Aim of the task: Once the line containing "<button>−</button>" is located, give it again exactly, together with each line that follows it to the end of the entries, and add nothing else.

The data:
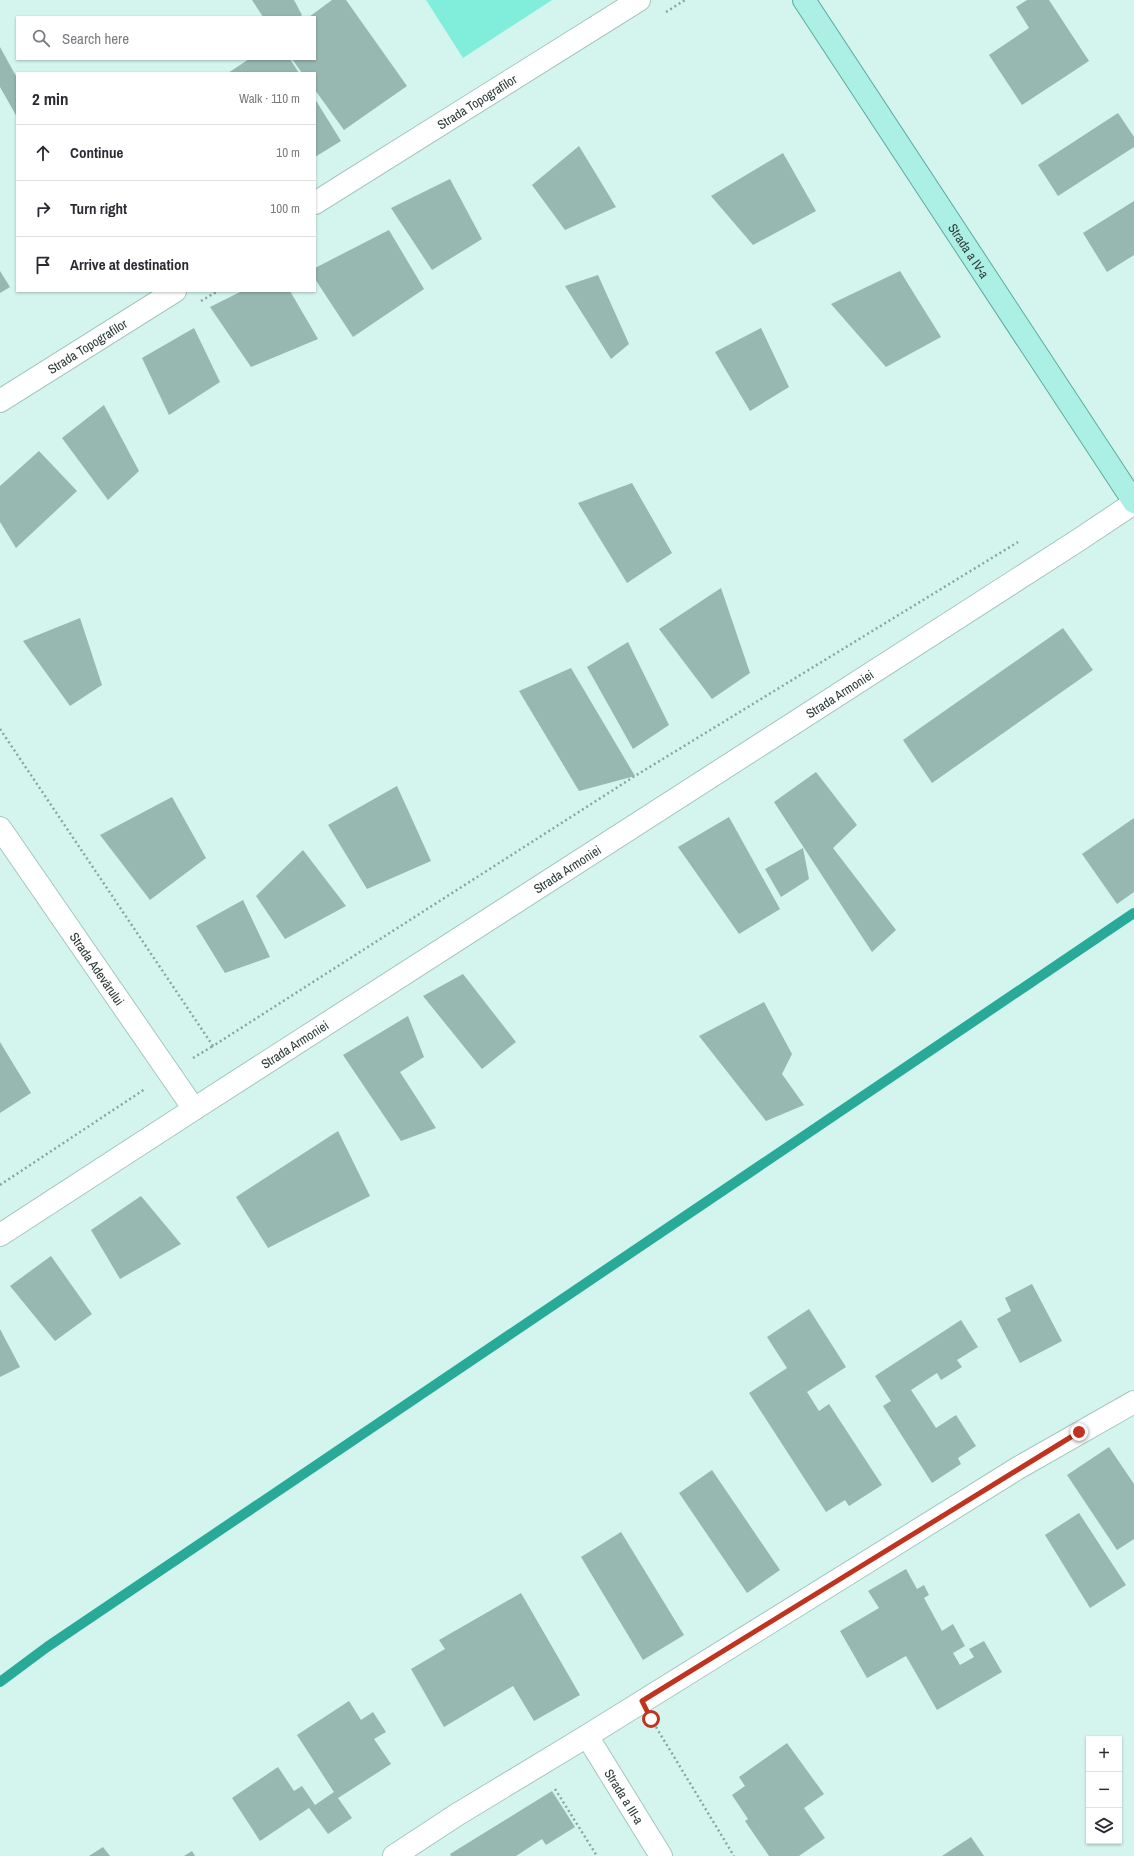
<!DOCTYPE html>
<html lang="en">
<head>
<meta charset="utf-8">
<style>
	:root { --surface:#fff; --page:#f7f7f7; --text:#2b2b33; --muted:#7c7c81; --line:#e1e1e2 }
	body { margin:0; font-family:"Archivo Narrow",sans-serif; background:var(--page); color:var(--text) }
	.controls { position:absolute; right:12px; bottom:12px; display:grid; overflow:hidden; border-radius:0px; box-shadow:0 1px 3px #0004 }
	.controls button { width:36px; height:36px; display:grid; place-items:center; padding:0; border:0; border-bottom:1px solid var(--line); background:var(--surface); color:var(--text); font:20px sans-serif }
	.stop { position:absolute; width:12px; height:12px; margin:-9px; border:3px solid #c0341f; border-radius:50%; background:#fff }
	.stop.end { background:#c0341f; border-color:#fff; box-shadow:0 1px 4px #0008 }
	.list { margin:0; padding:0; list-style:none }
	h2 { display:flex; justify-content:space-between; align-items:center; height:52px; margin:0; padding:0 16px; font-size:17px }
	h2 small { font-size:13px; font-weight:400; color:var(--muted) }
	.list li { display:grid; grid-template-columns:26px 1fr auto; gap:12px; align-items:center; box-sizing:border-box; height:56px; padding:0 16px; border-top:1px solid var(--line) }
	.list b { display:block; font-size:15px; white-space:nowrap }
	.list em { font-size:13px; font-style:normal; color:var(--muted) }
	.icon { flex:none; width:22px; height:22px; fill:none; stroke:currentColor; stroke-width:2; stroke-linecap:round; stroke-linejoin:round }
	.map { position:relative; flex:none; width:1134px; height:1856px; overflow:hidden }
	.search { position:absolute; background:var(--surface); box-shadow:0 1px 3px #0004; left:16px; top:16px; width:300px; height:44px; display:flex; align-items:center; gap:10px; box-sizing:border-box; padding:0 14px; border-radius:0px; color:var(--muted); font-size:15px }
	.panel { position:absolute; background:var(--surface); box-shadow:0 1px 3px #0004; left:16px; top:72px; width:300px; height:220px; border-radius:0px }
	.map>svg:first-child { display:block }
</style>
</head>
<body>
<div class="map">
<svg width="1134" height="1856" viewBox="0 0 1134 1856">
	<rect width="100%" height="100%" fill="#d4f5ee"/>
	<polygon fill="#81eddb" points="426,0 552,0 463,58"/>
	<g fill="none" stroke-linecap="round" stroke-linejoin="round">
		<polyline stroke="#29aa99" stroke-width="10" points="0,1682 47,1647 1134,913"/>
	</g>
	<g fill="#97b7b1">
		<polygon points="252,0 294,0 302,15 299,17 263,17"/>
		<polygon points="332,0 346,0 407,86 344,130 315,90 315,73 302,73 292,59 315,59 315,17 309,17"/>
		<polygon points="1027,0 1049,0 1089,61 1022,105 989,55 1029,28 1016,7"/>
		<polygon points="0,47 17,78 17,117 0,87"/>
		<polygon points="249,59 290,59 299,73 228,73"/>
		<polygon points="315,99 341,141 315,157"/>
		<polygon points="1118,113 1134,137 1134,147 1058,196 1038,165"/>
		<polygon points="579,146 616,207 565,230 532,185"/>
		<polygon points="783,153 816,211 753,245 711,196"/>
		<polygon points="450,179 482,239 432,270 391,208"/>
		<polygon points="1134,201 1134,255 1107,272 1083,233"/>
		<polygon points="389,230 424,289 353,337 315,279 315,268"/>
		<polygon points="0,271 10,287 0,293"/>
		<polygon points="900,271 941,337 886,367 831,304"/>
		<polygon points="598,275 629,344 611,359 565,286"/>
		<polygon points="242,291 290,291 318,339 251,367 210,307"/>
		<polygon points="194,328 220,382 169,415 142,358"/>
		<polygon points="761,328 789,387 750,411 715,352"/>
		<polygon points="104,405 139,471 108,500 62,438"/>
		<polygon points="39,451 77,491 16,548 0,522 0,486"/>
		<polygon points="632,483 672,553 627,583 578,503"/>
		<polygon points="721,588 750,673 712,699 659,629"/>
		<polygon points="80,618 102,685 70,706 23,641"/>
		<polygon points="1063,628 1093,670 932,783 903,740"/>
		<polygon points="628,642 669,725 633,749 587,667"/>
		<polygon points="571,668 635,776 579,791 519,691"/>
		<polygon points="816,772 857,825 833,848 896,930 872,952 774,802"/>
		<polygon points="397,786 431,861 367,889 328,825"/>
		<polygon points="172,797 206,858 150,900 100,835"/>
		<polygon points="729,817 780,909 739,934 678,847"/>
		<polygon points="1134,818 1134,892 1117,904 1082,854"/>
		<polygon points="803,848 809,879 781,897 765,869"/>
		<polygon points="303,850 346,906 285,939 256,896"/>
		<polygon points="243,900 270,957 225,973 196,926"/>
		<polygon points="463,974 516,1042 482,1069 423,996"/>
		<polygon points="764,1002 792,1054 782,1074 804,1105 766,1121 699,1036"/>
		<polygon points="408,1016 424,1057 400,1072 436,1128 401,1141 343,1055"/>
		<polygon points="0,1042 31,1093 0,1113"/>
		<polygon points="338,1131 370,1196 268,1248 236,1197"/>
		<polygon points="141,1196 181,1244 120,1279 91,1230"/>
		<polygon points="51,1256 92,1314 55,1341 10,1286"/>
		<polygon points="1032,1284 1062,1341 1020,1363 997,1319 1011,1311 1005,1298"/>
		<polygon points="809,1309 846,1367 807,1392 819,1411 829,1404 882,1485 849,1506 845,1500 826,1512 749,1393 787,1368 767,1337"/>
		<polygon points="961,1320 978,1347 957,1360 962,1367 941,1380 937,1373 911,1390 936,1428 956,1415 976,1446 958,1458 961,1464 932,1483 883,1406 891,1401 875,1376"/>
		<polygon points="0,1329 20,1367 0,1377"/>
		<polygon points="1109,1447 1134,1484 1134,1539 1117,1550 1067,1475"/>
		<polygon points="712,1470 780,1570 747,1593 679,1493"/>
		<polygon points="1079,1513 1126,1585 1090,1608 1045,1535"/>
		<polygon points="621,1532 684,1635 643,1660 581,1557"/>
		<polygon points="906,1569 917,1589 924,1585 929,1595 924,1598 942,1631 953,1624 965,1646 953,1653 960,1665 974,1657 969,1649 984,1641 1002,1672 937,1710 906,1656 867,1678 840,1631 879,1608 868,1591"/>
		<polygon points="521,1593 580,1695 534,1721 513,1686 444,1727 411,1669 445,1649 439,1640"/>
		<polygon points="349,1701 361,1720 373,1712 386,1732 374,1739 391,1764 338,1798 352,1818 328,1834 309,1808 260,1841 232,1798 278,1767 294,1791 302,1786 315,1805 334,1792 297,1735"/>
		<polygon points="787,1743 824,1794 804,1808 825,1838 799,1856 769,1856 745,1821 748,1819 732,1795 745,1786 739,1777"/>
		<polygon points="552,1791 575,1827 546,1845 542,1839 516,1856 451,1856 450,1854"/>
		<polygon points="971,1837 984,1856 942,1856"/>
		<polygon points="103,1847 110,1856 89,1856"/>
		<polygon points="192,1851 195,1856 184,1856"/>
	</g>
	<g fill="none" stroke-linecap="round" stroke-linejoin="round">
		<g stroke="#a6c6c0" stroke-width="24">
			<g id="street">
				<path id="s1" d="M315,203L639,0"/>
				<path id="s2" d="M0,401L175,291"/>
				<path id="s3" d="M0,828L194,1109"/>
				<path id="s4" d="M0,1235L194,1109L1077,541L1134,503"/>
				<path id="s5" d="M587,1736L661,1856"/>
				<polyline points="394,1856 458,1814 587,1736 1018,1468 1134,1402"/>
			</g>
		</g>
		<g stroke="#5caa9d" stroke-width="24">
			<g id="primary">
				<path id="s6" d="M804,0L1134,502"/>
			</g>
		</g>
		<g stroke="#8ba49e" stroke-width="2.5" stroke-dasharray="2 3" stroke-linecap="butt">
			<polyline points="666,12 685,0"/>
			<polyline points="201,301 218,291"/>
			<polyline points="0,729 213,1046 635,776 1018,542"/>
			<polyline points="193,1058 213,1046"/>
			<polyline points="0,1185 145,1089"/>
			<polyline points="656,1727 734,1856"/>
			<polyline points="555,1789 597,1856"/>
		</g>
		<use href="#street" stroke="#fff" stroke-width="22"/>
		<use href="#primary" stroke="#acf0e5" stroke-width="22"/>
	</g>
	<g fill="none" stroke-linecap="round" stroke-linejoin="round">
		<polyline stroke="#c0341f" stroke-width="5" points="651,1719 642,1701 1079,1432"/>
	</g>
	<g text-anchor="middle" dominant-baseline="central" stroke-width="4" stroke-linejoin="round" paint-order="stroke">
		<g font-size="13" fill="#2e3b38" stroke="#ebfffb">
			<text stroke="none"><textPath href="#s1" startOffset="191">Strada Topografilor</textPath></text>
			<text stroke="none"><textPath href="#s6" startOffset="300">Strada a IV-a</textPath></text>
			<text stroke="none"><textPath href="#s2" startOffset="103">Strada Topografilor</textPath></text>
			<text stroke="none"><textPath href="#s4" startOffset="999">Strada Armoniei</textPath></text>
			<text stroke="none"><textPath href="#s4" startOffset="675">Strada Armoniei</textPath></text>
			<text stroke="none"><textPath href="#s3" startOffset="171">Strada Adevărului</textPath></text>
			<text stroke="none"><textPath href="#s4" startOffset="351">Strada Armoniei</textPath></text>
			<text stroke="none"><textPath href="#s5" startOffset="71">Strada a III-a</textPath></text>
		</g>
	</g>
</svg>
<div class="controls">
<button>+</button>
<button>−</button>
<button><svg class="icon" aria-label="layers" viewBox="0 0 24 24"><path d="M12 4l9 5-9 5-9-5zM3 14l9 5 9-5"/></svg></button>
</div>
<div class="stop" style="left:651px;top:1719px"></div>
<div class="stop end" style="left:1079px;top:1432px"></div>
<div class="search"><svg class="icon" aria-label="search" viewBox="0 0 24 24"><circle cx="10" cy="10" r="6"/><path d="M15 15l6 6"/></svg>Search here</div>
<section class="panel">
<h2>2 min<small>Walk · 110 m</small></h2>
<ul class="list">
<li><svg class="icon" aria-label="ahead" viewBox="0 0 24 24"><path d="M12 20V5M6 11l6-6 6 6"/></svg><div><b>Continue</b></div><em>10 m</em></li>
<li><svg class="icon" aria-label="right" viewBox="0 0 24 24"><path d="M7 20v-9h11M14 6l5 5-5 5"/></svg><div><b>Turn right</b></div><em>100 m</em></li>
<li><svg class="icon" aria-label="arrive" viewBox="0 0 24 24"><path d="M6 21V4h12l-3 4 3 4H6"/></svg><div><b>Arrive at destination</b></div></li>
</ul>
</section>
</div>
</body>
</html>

Result of this exercise:
<button>−</button>
<button><svg class="icon" aria-label="layers" viewBox="0 0 24 24"><path d="M12 4l9 5-9 5-9-5zM3 14l9 5 9-5"/></svg></button>
</div>
<div class="stop" style="left:651px;top:1719px"></div>
<div class="stop end" style="left:1079px;top:1432px"></div>
<div class="search"><svg class="icon" aria-label="search" viewBox="0 0 24 24"><circle cx="10" cy="10" r="6"/><path d="M15 15l6 6"/></svg>Search here</div>
<section class="panel">
<h2>2 min<small>Walk · 110 m</small></h2>
<ul class="list">
<li><svg class="icon" aria-label="ahead" viewBox="0 0 24 24"><path d="M12 20V5M6 11l6-6 6 6"/></svg><div><b>Continue</b></div><em>10 m</em></li>
<li><svg class="icon" aria-label="right" viewBox="0 0 24 24"><path d="M7 20v-9h11M14 6l5 5-5 5"/></svg><div><b>Turn right</b></div><em>100 m</em></li>
<li><svg class="icon" aria-label="arrive" viewBox="0 0 24 24"><path d="M6 21V4h12l-3 4 3 4H6"/></svg><div><b>Arrive at destination</b></div></li>
</ul>
</section>
</div>
</body>
</html>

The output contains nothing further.